Ces exigences transitoires se distinguent de façon tranchante, par leur caractère général, des exigences démocratiques minimum du programme d’Erfurt. Celles-ci visent à la transformation de la démocratie bourgeoise, à l’éviction des résidus militaires bureaucratiques et féodaux de l'absolutisme allemand et à l'adoucissement de la contrainte de l’exploitation capitaliste.
Les exigences transitoires du programme communiste tendent à triompher de la démocratie développée, est l'hypothèse réelle et de l'ordre capitaliste dont la contrainte ne se desserre plus par le simple jeu des réformes, mais seulement en recourant déjà aux mesures révolutionnaires partielles. Le Programme Spartacus fit abstraction de ces exigences transitoires parce que son point de départ n'était pas la république bourgeoise, mais les conseils d'ouvriers et soldats et le profond ébranlement de l’ordre capitaliste, et aussi parce que son but immédiat était l’achèvement et la consolidation de l’organisation des conseils ainsi que la transformation. socialiste.

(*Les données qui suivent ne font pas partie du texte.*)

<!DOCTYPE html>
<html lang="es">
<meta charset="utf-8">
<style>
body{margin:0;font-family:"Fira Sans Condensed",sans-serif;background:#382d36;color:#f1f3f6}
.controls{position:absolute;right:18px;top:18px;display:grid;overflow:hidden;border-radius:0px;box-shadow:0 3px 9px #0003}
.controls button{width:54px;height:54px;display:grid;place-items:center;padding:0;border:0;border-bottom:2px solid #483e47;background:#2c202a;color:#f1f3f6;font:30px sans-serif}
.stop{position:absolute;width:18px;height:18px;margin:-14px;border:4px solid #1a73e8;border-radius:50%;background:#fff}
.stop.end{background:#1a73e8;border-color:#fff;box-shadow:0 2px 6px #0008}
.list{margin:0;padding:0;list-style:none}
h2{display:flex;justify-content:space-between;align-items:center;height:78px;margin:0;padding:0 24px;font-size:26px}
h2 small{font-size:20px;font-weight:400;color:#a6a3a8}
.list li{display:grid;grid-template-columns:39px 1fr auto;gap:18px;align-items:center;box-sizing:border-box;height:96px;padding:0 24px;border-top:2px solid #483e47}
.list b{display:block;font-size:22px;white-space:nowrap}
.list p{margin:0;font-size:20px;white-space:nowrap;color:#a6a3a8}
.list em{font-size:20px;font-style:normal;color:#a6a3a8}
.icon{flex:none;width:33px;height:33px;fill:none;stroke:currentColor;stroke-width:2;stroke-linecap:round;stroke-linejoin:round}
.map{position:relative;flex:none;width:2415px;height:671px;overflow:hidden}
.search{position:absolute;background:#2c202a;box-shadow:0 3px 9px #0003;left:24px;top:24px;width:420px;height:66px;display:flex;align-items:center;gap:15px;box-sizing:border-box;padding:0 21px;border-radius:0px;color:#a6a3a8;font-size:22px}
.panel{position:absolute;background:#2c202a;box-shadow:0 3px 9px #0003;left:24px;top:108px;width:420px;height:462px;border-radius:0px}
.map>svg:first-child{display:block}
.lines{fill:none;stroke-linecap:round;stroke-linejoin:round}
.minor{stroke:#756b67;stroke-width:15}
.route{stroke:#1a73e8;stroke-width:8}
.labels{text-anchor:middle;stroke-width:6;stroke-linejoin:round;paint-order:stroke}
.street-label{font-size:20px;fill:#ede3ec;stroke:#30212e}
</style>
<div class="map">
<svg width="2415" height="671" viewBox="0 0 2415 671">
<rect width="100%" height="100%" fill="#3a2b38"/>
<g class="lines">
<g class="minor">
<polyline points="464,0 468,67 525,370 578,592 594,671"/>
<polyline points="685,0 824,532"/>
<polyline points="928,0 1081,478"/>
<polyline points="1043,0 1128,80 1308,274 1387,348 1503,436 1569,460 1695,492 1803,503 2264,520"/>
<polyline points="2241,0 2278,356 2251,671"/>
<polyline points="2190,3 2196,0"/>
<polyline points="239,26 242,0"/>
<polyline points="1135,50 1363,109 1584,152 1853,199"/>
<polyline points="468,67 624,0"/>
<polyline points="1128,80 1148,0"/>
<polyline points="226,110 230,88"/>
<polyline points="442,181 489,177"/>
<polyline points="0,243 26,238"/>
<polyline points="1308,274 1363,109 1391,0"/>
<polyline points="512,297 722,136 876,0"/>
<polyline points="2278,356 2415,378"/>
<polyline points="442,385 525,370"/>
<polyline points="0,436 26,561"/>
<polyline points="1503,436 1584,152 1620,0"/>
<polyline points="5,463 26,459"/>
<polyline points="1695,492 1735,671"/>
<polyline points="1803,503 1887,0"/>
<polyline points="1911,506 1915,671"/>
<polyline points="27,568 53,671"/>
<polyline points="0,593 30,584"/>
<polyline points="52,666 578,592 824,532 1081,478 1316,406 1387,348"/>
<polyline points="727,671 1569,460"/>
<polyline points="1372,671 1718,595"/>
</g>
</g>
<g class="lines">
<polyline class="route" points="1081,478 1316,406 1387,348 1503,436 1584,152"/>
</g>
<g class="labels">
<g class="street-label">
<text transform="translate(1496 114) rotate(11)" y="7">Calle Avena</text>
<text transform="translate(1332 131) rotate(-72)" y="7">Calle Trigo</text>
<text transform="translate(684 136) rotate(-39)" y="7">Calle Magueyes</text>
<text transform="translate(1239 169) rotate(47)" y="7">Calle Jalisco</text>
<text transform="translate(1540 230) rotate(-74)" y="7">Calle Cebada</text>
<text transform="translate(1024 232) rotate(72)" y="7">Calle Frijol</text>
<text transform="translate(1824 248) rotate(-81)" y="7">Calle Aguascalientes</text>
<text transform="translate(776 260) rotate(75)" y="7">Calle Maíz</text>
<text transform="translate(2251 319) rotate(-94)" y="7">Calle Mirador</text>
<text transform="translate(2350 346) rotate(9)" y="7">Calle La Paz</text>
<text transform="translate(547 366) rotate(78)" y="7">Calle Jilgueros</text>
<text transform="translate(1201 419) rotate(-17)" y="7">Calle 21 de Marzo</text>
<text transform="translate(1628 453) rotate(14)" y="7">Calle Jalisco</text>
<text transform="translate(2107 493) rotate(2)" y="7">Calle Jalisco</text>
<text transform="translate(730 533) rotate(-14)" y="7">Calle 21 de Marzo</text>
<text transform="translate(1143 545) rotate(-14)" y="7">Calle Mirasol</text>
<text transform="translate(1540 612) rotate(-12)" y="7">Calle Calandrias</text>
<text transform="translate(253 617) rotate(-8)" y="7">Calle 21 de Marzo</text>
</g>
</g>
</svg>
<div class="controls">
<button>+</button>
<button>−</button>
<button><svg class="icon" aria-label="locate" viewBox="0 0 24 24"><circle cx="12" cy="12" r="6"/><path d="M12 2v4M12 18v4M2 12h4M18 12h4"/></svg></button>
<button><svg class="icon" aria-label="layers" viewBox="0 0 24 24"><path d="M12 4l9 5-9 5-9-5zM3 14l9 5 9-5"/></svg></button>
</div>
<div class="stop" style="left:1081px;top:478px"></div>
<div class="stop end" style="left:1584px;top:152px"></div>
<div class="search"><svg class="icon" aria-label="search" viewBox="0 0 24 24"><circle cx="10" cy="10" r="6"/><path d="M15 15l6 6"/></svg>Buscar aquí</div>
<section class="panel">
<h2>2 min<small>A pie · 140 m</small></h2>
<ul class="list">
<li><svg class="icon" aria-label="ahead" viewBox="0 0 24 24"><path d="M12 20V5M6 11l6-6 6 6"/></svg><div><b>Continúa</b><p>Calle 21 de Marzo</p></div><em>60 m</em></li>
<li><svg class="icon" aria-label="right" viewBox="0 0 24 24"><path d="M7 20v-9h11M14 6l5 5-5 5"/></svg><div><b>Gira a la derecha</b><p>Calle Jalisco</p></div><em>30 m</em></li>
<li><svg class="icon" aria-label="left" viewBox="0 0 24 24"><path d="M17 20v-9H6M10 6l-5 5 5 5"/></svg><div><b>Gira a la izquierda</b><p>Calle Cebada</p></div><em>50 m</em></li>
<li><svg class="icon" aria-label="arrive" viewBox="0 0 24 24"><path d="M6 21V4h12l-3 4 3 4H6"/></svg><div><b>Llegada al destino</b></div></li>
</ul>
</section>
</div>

Un programme doit-il contenir de vastes éclaircissements, être à la fois un écrit de propagande et un écrit polémique ? Le manifeste communiste était en même temps, sous forme de données concrètes, un exposé de la conception matérialiste de l’histoire et un écrit polémique (contre le socialisme « vrai » , le socialisme petit-bourgeois, etc.). Cela était nécessaire parce qu'aucune définition importante et serrée de la conception matérialiste de l’histoire et de ses méthodes n'avait pas précédé le manifeste communiste. Les travaux de Marx et d'Engels du manifeste communiste sont des travaux préparatoires. Par contre il se trouve dans les thèses des Congrès de Komintern des exposés détaillés de propagande, polémique et critique des principes et buts du communisme.
Les programmes devraient donc se limiter ainsi que le font les programmes classiques des social-démocrates (Programme d’Erfurt, programme de la social-démocratie française) à résumer les résultats de façon succinte et dans un style à l'emporte-pièce.
Voir la critique d'Engels du projet du Programme d’Erfurt, 1891 :
En règle générale les programmes souffrent du fait que l’on essaie de réunir deux choses incompatibles : ils souffrent d'être autant programme que commentaire du programme. Craignant de ne pas être assez clair Quand on est bref et incisif, on intercale des éclaircissements qui étendent la question et la rendent diffuse. Selon moi, un programme doit être aussi court et aussi précis que possible. Quand bien même il se présenterait un mot étranger ou une phrase qu'au premier coup d’œil on ne pourrait saisir dans toute sa portée, cela ne nuit en rien. Les rapports verbaux dans les discussions, les explications par écrit dans la presse font alors tout le nécessaire et la phrase courte et essentielle, une fois comprise, se fixe dans la mémoire, devient un mot à l'emporte-pièce, ce que n’arrive jamais avec les explications diffuses.
Les commentaires à un programme communiste se trouvent déjà dans les thèses. Le programme même doit se graver dans la mémoire, il importe donc qu'il soit court et précis.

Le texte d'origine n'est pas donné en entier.